Ele indicou ainda que durante audiência de conciliação realizada, o Ministério Público foi categórico em afirmar que a Associação não apresentou a documentação necessária para comprovação da aplicação das receitas recebidas, já que não há discriminação das despesas executadas.
Medidas
A Junta Interventora terá como obrigações proceder levantamento da situação administrativa, financeira e patrimonial da entidade, a fim de verificar a regularidade da aplicação dos recursos recebidos pela associação, entregando relatório circunstanciado ao Juízo no prazo de até 60 dias.
Deverá também assegurar a manutenção dos serviços inerentes ao CER IV e a Oficina Ortopédica, conforme preconizado pela Política Nacional de Atenção à Saúde da Pessoa com Deficiência e estabelecido no âmbito da Rede de Cuidado integral à Saúde da Pessoa com Deficiência, além de assegurar a mais eficaz e adequada aplicação dos recursos públicos sanitários que são canalizados para o serviço, enviando relatório circunstanciado ao Juízo a cada 30 dias das atividades de gestão desenvolvidas.
No prazo de 60 dias, a Junta deverá apresentar pedido de reconsideração quanto à prestação de contas ao Município de Pau dos Ferros, provando que todas as não conformidades indicadas nos Pareceres da Auditoria e da Controladoria foram sanadas.
Já o Município de Pau dos Ferros e o Estado do Rio Grande do Norte deverão ofertar à Junta Interventora todas as informações necessárias, inseridas nos bancos de dados do Ministério da Saúde e da Secretaria Estadual e Municipal de Saúde para o bom desempenho da equipe gestora.

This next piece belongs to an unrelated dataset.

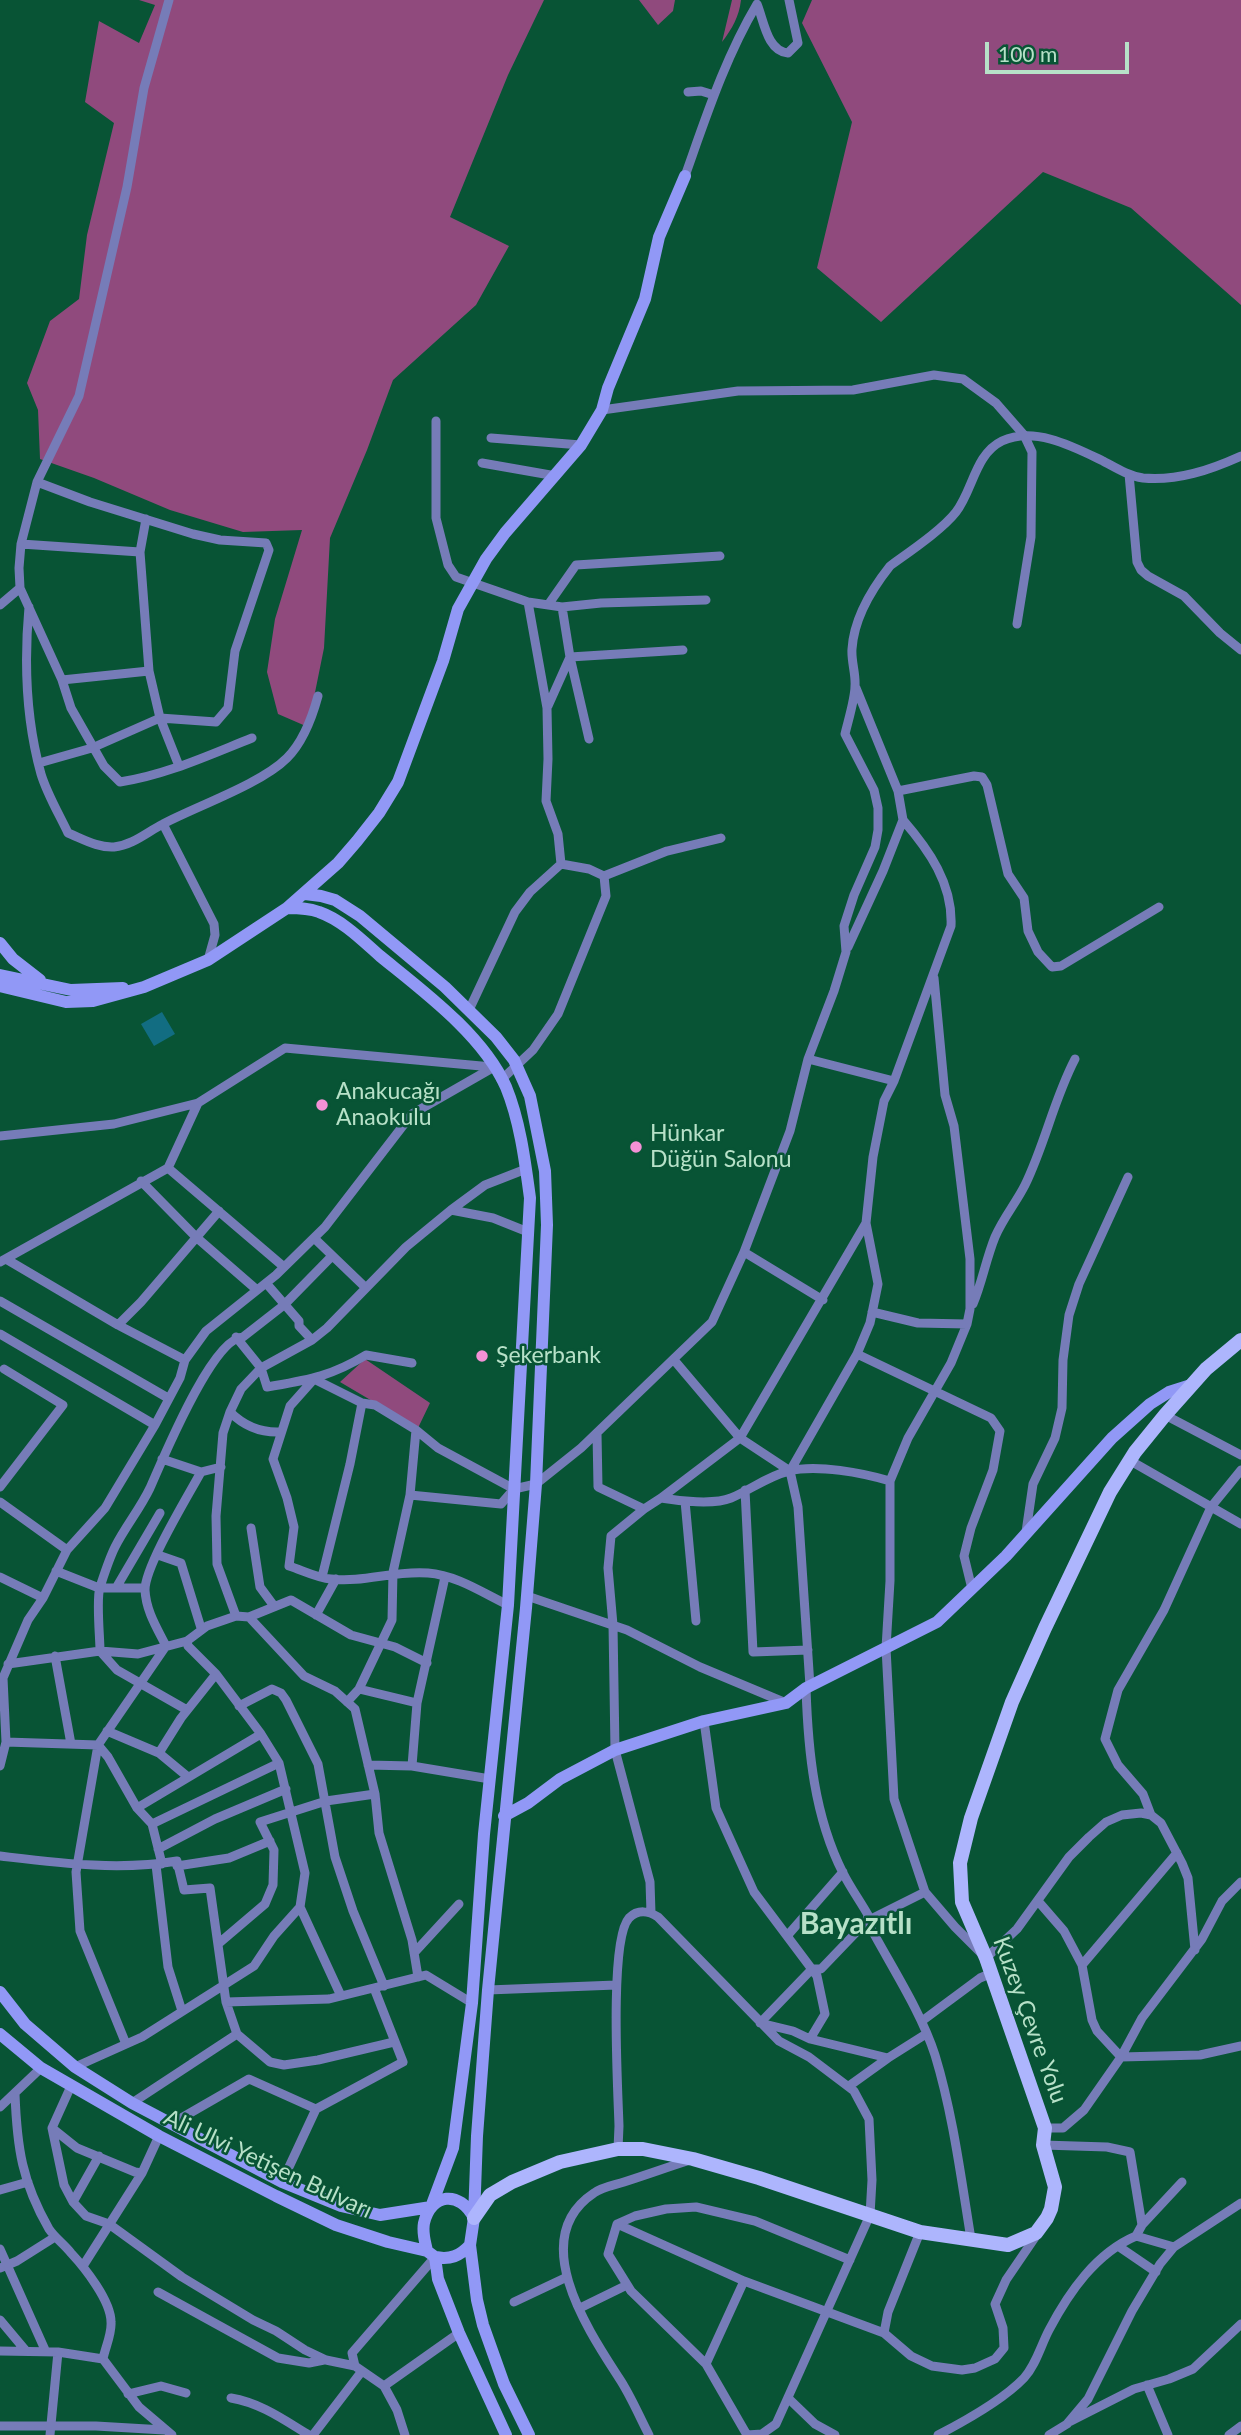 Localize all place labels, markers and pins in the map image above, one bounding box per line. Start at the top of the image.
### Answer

Os entes públicos devem retomar e manter regular o repasse dos recursos financeiros enviados pelo Ministério da Saúde para custeio do serviço, bem como aqueles referentes a produção apresentada pelo serviço no sistema de BPA-I, inclusive recursos retroativos já depositados no Fundo Estadual e Municipal de Saúde.
Foi determinado ainda que retome a regulação dos atendimentos em reabilitação para o CER IV e Oficina Ortopédica, até que seja renovada a contratualização do serviço, ou até que seja implantado um serviço de saúde equivalente no município;
No prazo de 30 dias, deverá apresentar proposta de solução definitiva para a oferta de um serviço de reabilitação nos moldes de um Centro Especializado em Reabilitação – CER IV, em seu território, e de uma Oficina Ortopédica, sem perdas para a população assistida.